(Records to use begins)

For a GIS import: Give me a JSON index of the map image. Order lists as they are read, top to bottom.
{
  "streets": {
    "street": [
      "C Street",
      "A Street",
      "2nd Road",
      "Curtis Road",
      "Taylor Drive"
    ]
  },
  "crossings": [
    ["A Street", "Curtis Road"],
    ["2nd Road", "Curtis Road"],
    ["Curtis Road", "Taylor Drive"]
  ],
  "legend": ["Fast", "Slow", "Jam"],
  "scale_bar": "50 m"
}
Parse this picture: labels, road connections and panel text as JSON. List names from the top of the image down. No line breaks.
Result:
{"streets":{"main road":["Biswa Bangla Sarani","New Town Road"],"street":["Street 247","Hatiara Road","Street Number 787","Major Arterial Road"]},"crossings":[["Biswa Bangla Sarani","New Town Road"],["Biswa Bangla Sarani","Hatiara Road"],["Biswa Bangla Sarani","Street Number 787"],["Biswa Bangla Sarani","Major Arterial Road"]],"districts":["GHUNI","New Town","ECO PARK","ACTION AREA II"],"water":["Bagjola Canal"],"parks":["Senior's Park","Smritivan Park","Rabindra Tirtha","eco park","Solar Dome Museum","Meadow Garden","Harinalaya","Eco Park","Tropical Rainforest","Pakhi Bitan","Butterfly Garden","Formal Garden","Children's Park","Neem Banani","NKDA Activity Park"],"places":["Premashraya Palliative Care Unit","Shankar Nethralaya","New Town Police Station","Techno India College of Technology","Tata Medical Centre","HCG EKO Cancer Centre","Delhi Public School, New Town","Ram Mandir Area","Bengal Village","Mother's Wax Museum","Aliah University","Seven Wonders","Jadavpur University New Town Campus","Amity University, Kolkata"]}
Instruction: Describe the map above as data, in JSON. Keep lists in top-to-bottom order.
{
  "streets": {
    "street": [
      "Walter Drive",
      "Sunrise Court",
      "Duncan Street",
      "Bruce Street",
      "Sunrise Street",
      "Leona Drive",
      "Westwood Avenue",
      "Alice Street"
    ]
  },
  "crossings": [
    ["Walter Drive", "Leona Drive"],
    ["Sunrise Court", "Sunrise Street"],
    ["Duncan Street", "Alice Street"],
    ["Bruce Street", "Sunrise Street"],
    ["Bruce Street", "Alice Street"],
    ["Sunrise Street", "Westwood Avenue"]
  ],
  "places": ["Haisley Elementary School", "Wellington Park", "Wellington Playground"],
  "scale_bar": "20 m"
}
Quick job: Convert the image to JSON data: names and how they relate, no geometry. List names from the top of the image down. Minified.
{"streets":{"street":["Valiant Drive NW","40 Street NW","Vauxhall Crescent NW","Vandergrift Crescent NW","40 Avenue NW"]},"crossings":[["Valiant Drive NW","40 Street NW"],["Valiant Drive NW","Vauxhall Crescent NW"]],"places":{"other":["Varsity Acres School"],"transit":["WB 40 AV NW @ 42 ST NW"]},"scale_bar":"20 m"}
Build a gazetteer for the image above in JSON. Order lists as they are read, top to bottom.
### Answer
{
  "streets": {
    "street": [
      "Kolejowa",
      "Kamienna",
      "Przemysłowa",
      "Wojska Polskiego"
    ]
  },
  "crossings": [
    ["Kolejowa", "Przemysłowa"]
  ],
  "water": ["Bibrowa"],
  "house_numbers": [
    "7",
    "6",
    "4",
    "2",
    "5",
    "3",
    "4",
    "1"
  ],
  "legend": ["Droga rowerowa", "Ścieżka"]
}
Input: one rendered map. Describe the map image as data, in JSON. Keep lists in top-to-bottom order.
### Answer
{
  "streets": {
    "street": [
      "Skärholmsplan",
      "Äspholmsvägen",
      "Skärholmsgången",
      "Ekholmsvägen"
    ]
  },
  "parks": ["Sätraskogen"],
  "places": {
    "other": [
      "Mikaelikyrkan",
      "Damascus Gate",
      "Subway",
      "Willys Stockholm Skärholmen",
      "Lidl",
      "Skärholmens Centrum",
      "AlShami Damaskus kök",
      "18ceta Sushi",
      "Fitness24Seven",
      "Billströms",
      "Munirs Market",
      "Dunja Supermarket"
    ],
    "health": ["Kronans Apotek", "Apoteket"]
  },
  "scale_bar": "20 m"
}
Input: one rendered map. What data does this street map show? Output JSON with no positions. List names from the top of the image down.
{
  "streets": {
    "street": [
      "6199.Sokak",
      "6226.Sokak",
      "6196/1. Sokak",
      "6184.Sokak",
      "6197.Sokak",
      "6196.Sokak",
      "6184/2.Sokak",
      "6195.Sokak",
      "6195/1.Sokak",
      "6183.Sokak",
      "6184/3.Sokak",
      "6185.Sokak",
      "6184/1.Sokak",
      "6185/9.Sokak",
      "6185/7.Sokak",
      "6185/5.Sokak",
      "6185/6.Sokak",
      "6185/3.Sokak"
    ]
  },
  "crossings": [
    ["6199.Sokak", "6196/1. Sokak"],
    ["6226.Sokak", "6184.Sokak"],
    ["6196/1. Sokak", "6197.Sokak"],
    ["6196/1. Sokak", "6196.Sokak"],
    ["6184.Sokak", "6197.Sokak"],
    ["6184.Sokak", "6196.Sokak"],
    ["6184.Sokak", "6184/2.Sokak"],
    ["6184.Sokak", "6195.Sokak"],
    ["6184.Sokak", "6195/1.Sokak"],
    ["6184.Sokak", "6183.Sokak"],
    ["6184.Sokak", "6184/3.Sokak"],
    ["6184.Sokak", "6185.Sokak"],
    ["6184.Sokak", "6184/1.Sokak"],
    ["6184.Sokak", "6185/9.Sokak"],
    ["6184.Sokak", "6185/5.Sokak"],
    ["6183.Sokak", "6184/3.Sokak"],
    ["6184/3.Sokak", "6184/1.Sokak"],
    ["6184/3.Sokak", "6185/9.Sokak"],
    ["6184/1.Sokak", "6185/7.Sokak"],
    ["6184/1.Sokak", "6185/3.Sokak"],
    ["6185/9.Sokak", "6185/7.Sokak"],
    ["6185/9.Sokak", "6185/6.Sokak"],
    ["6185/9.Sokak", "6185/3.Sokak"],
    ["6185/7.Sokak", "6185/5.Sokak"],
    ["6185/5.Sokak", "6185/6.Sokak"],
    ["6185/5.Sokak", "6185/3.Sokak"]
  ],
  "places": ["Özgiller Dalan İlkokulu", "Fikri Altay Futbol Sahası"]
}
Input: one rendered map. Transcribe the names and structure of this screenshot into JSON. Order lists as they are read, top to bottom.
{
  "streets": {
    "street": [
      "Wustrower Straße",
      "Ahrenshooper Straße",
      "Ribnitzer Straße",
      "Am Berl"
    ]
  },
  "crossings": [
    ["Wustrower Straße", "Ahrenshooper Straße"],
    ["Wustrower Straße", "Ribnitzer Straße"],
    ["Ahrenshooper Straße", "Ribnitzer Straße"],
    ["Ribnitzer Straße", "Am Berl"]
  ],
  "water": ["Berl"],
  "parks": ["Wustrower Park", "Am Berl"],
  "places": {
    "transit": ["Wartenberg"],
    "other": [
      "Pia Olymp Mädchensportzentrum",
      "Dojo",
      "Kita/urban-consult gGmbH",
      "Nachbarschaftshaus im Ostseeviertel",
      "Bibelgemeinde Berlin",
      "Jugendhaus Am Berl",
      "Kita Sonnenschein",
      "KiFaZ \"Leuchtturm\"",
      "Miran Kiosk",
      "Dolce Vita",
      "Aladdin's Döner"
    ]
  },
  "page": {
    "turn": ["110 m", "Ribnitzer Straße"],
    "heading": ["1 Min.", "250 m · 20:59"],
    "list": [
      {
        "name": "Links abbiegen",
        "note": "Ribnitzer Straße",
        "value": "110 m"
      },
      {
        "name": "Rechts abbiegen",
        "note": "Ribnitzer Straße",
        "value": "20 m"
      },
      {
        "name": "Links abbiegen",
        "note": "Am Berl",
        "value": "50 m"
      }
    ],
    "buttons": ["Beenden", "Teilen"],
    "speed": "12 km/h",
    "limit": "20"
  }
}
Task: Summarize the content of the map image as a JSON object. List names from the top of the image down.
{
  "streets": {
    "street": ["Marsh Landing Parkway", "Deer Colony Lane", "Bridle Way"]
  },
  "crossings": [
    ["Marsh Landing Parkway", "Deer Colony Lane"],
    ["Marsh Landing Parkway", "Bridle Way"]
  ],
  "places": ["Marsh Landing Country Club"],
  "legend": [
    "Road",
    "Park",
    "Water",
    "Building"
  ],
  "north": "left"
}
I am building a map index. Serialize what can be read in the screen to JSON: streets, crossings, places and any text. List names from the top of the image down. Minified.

(Records to use ends)

*Requirement*: The word "text" may appear in several lines of the data; count those lines and give only the number.

*Solution*: 2